Your answer must consist of one number: how many lines in the records contain "sans".

[Opening Records for this exercise section]

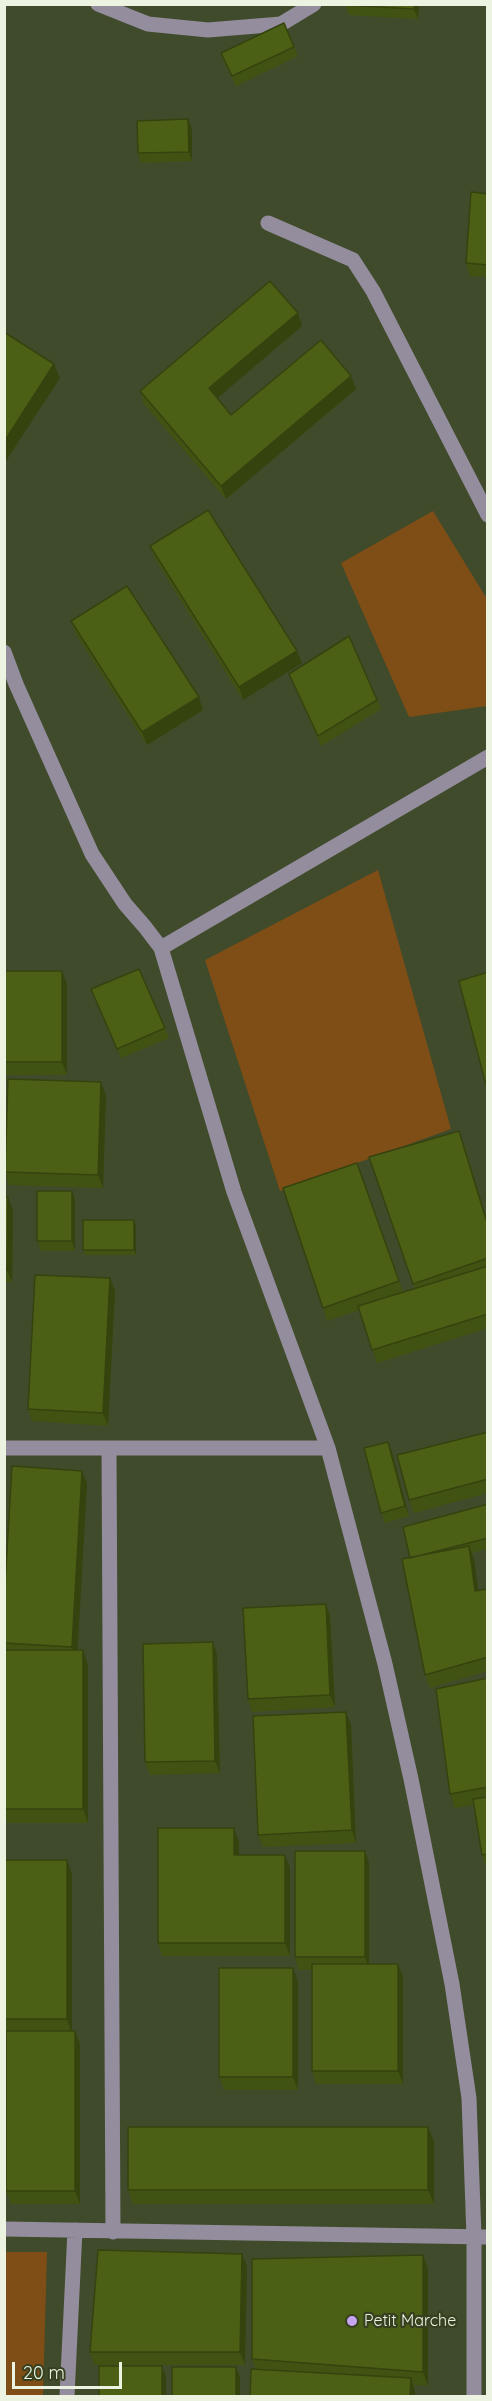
<!DOCTYPE html>
<style>
body{margin:0}
#map{position:relative;width:492px;height:2401px;overflow:hidden;background:#404b2b;font-family:Quicksand,sans-serif}
canvas{display:block}
.frame{position:absolute;inset:0;border:6px solid #ecf3e0;pointer-events:none}
.scale{position:absolute;left:12px;top:2362px;width:110px;height:27px;box-sizing:border-box;border:3px solid #ecf3e0;border-top:0;padding-left:8px;font-size:18px;line-height:21px;white-space:nowrap;color:#ecf3e0;-webkit-text-stroke:4px #364020;paint-order:stroke}
</style>
<div id="map">
<canvas width="492" height="2401"></canvas>
<div class="frame"></div>
<div class="scale">20 m</div>
</div>
<script>
const ctx = document.querySelector('canvas').getContext('2d');
ctx.lineJoin = 'round';
function paint(path, color) {
  ctx.fillStyle = color;
  ctx.fill(path, 'evenodd');
}
function stroke(path, color, width, dash) {
  ctx.strokeStyle = color;
  ctx.lineWidth = width;
  ctx.lineCap = dash ? 'butt' : 'round';
  ctx.setLineDash(dash || []);
  ctx.stroke(path);
}
function drawText(font, color, halo, rows, align = 'center') {
  ctx.font = font + ' Quicksand,sans-serif';
  ctx.lineWidth = 4.5;
  ctx.setLineDash([]);
  ctx.textBaseline = 'middle';
  ctx.strokeStyle = halo;
  ctx.fillStyle = color;
  for (const [text, x, y, turn = 0] of rows) {
    ctx.save();
    ctx.translate(x, y);
    ctx.rotate((+turn || 0) * Math.PI / 180);
    ctx.textAlign = isNaN(turn) ? turn : align;
    if (halo) ctx.strokeText(text, 0, 0);
    ctx.fillText(text, 0, 0);
    ctx.restore();
  }
}
paint(new Path2D(`
 M433,511l54,88v107l-78,11 -68,-154z
 M378,870l73,259 -171,62 -75,-231z
 M4,2252h43l-4,144h-38z`), '#7f4d16');
stroke(new Path2D(`
 M98,4l50,20 60,6 73,-6 33,-20
 M268,223l85,37 20,31 115,224
 M4,652l12,32 76,170 33,50 20,23 16,21 73,244 94,256 57,216 26,115 41,205 17,114 5,139v159
 M161,948l327,-191
 M4,1448h324
 M109,1448l4,784
 M4,2229l484,8
 M67,2396l8,-166`), '#938d9d', 15);
paint(new Path2D(`
 M345,4h74l-1,15 -69,-4z
 M294,47l4,9 -62,30 -12,-23 -3,-10z
 M192,129v32l-51,2 -3,-10z
 M488,194v83l-18,-1 -4,-13z
 M302,326l-85,72 14,17 125,-26 -130,110 -82,-95 -4,-13z
 M150,546l147,105 5,12 -59,37 -88,-141z
 M71,621l132,89 -56,35 -71,-111z
 M289,674l88,26 4,9 -60,37z
 M4,971h58l5,13v91h-63z
 M91,989l74,39 4,10 -48,20z
 M106,1095l-3,93 -94,-3 -4,-13z
 M464,1143l24,80v105l-111,35 -18,-53 -32,11 -4,-13 34,-145 46,129 12,-4 -46,-131z
 M72,1191l3,9v51h-34l-4,-10z
 M4,1197l9,13 -1,72h-8z
 M134,1220l2,6v29h-51l-2,-5z
 M110,1278l5,13 -7,135 -76,-5 -4,-12z
 M488,1432v61l-74,20 -5,-13z
 M392,1452l17,64 -24,7 -4,-10z
 M87,1483l-10,167 11,15v158h-84v-221z
 M488,1504v45l-16,4 2,6 4,31 10,-1v82l-58,17 -5,-13 -15,-117z
 M326,1604l4,12 5,91 -83,5 -4,-13z
 M213,1642l4,13 3,118 -70,2 -5,-13z
 M488,1678v187h-3l-3,-10 -8,-50 -19,3 -5,-14z
 M351,1725l5,118 -93,4 -5,-12z
 M239,1841v14l51,13v88h-128l-4,-13z
 M4,1860l68,14v157h3l5,13v160h-69l-5,-13v-157h-2z
 M369,1863v101l34,13v107h-87l-4,-13v-101h-13l-4,-13z
 M298,1981v109h-74l-5,-13z
 M428,2127l6,15v62h-301l-5,-14z
 M242,2254l5,12 -2,99h-150l-5,-13z
 M423,2255l5,14v117l-14,-1 1,6 -159,-22 -4,-10z`), '#415312');
paint(new Path2D(`
 M415,4h4l-1,15 -4,-10z
 M188,119l4,10v32l-3,-9z
 M298,313l4,13 -88,75 -5,-13z
 M54,364l6,14 -56,86v-22z
 M351,376l5,13 -130,110 -5,-13z
 M297,651l5,12 -59,37 -4,-13z
 M199,697l4,13 -56,35 -5,-13z
 M62,971l5,13v91l-5,-13z
 M101,1082l5,13 -3,93 -5,-13z
 M459,1131l29,92v3z
 M72,1191l3,9v51l-3,-10z
 M8,1197l5,13 -1,72 -5,-12z
 M134,1220l2,6v29l-2,-5z
 M110,1278l5,13 -7,135 -5,-13z
 M388,1442l4,10 17,64 -4,-10z
 M82,1471l5,12 -10,177 -5,-13z
 M469,1546l5,13 6,44 -5,-12z
 M326,1604l4,12 5,91 -5,-12z
 M213,1642l4,13 3,118 -5,-12z
 M83,1650l5,15v158l-5,-14z
 M346,1712l5,13 5,118 -4,-13z
 M234,1828l5,13v27l-5,-13z
 M365,1851l4,12v107l-4,-13z
 M285,1855l5,13v88l-5,-13z
 M67,1860l5,14v160l-5,-15z
 M398,1964l5,13v107l-5,-13z
 M293,1968l5,13v109l-5,-13z
 M75,2031l5,13v160l-5,-13z
 M428,2127l6,15v62l-6,-14z
 M242,2254l5,12 -2,99 -5,-13z
 M423,2255l5,14v117l-5,-14z
 M162,2366l4,10v21h-4z
 M236,2367l4,10v20h-4z
 M411,2378l4,13v6h-5z`), '#35430f');
const building = new Path2D(`
 M345,4h70l-1,5 -69,-4z
 M284,23l10,24 -62,29 -11,-23z
 M188,119l1,33 -51,1 -1,-32z
 M471,192l17,2v71l-22,-2z
 M270,281l28,32 -89,75 22,27 90,-75 30,36 -130,110 -81,-95z
 M4,332l50,32 -50,78z
 M208,510l89,141 -58,36 -89,-141z
 M127,586l72,111 -57,35 -71,-111z
 M349,636l28,64 -59,36 -29,-62z
 M139,969l26,59 -48,21 -26,-60z
 M4,971h58v91h-58z
 M488,972v112l-2,1 -27,-104z
 M8,1079l93,3 -3,93 -93,-3z
 M459,1131l29,95v32l-75,26 -44,-127z
 M357,1163l42,118 -76,27 -40,-120z
 M37,1191h35v50h-35z
 M4,1197h4l-1,73h-3z
 M83,1220h51v30h-51z
 M488,1266v48l-116,36 -14,-44z
 M35,1275l75,3 -7,135 -75,-4z
 M488,1432v47l-79,21 -12,-45z
 M388,1442l17,64 -24,7 -17,-65z
 M12,1466l70,5 -10,176 -68,-4v-41z
 M488,1504v34l-78,20 -7,-31z
 M469,1546l6,45 13,-2v68l-63,18 -23,-116z
 M326,1604l4,91 -82,4 -5,-91z
 M213,1642l2,119 -70,1 -2,-118z
 M4,1650h79v159h-79z
 M488,1678v109l-38,7 -14,-105z
 M346,1712l6,118 -94,5 -5,-119z
 M488,1797v57l-6,1 -9,-56z
 M158,1828h76v27h51v88h-127z
 M295,1851h70v106h-70z
 M4,1860h63v159h-63z
 M312,1964h86v107h-86z
 M219,1968h74v109h-74z
 M6,2031h69v160h-69z
 M128,2127h300v63h-300z
 M98,2250l144,4 -2,98h-150z
 M423,2255v117l-171,-13v-100z
 M99,2366h63v31h-63z
 M172,2367h64v30h-64z
 M251,2369l160,9 -1,19h-160z`);
paint(building, '#4c6015');
stroke(building, '#35430f', 1.5);
for (const [x, y, r, color] of [
 [352,2321,6,"#c6a6f0"]
]) {
  const dot = new Path2D();
  dot.arc(x, y, r, 0, 2 * Math.PI);
  ctx.fillStyle = color;
  ctx.fill(dot);
  stroke(dot, '#364020', 2);
}
drawText('16px', '#ecf3e0', '#364020', [
 ["Petit Marche",364,2321]
], 'left');
</script>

[Closing Records for this exercise section]

▶ **Exercise output**
2